:: WHAT TO WORK ON ::
When you reach the entries below, transcribe each line word for word.

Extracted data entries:

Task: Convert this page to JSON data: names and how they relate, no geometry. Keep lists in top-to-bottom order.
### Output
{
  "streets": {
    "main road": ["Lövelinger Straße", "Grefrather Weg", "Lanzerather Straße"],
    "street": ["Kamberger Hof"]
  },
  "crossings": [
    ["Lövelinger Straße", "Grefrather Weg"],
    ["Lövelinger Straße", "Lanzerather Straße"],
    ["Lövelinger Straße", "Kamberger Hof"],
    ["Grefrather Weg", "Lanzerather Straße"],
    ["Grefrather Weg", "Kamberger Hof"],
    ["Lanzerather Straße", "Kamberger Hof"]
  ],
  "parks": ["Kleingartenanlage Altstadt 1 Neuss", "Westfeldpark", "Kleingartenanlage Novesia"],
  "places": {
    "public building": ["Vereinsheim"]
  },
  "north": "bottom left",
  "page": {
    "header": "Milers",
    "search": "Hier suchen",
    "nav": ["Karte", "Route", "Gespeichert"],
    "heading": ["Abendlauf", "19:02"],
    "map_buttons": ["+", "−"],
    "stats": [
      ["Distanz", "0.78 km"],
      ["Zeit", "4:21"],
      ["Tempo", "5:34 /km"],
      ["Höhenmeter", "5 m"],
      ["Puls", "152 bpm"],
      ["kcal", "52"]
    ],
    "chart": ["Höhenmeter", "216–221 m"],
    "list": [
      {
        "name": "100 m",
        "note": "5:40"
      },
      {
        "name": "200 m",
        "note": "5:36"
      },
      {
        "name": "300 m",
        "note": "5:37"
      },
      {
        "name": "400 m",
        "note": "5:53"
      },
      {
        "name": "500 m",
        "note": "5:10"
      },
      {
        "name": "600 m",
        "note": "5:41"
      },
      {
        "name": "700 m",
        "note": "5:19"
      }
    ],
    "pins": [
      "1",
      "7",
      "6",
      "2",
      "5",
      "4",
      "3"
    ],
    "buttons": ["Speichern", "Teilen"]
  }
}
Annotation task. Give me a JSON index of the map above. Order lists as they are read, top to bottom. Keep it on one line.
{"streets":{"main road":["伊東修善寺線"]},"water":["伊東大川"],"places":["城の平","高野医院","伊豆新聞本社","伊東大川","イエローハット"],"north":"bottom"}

:: YOUR RESPONSE ::
Task: Convert this page to JSON data: names and how they relate, no geometry. Keep lists in top-to-bottom order.
### Output
{
  "streets": {
    "main road": ["Lövelinger Straße", "Grefrather Weg", "Lanzerather Straße"],
    "street": ["Kamberger Hof"]
  },
  "crossings": [
    ["Lövelinger Straße", "Grefrather Weg"],
    ["Lövelinger Straße", "Lanzerather Straße"],
    ["Lövelinger Straße", "Kamberger Hof"],
    ["Grefrather Weg", "Lanzerather Straße"],
    ["Grefrather Weg", "Kamberger Hof"],
    ["Lanzerather Straße", "Kamberger Hof"]
  ],
  "parks": ["Kleingartenanlage Altstadt 1 Neuss", "Westfeldpark", "Kleingartenanlage Novesia"],
  "places": {
    "public building": ["Vereinsheim"]
  },
  "north": "bottom left",
  "page": {
    "header": "Milers",
    "search": "Hier suchen",
    "nav": ["Karte", "Route", "Gespeichert"],
    "heading": ["Abendlauf", "19:02"],
    "map_buttons": ["+", "−"],
    "stats": [
      ["Distanz", "0.78 km"],
      ["Zeit", "4:21"],
      ["Tempo", "5:34 /km"],
      ["Höhenmeter", "5 m"],
      ["Puls", "152 bpm"],
      ["kcal", "52"]
    ],
    "chart": ["Höhenmeter", "216–221 m"],
    "list": [
      {
        "name": "100 m",
        "note": "5:40"
      },
      {
        "name": "200 m",
        "note": "5:36"
      },
      {
        "name": "300 m",
        "note": "5:37"
      },
      {
        "name": "400 m",
        "note": "5:53"
      },
      {
        "name": "500 m",
        "note": "5:10"
      },
      {
        "name": "600 m",
        "note": "5:41"
      },
      {
        "name": "700 m",
        "note": "5:19"
      }
    ],
    "pins": [
      "1",
      "7",
      "6",
      "2",
      "5",
      "4",
      "3"
    ],
    "buttons": ["Speichern", "Teilen"]
  }
}
Annotation task. Give me a JSON index of the map above. Order lists as they are read, top to bottom. Keep it on one line.
{"streets":{"main road":["伊東修善寺線"]},"water":["伊東大川"],"places":["城の平","高野医院","伊豆新聞本社","伊東大川","イエローハット"],"north":"bottom"}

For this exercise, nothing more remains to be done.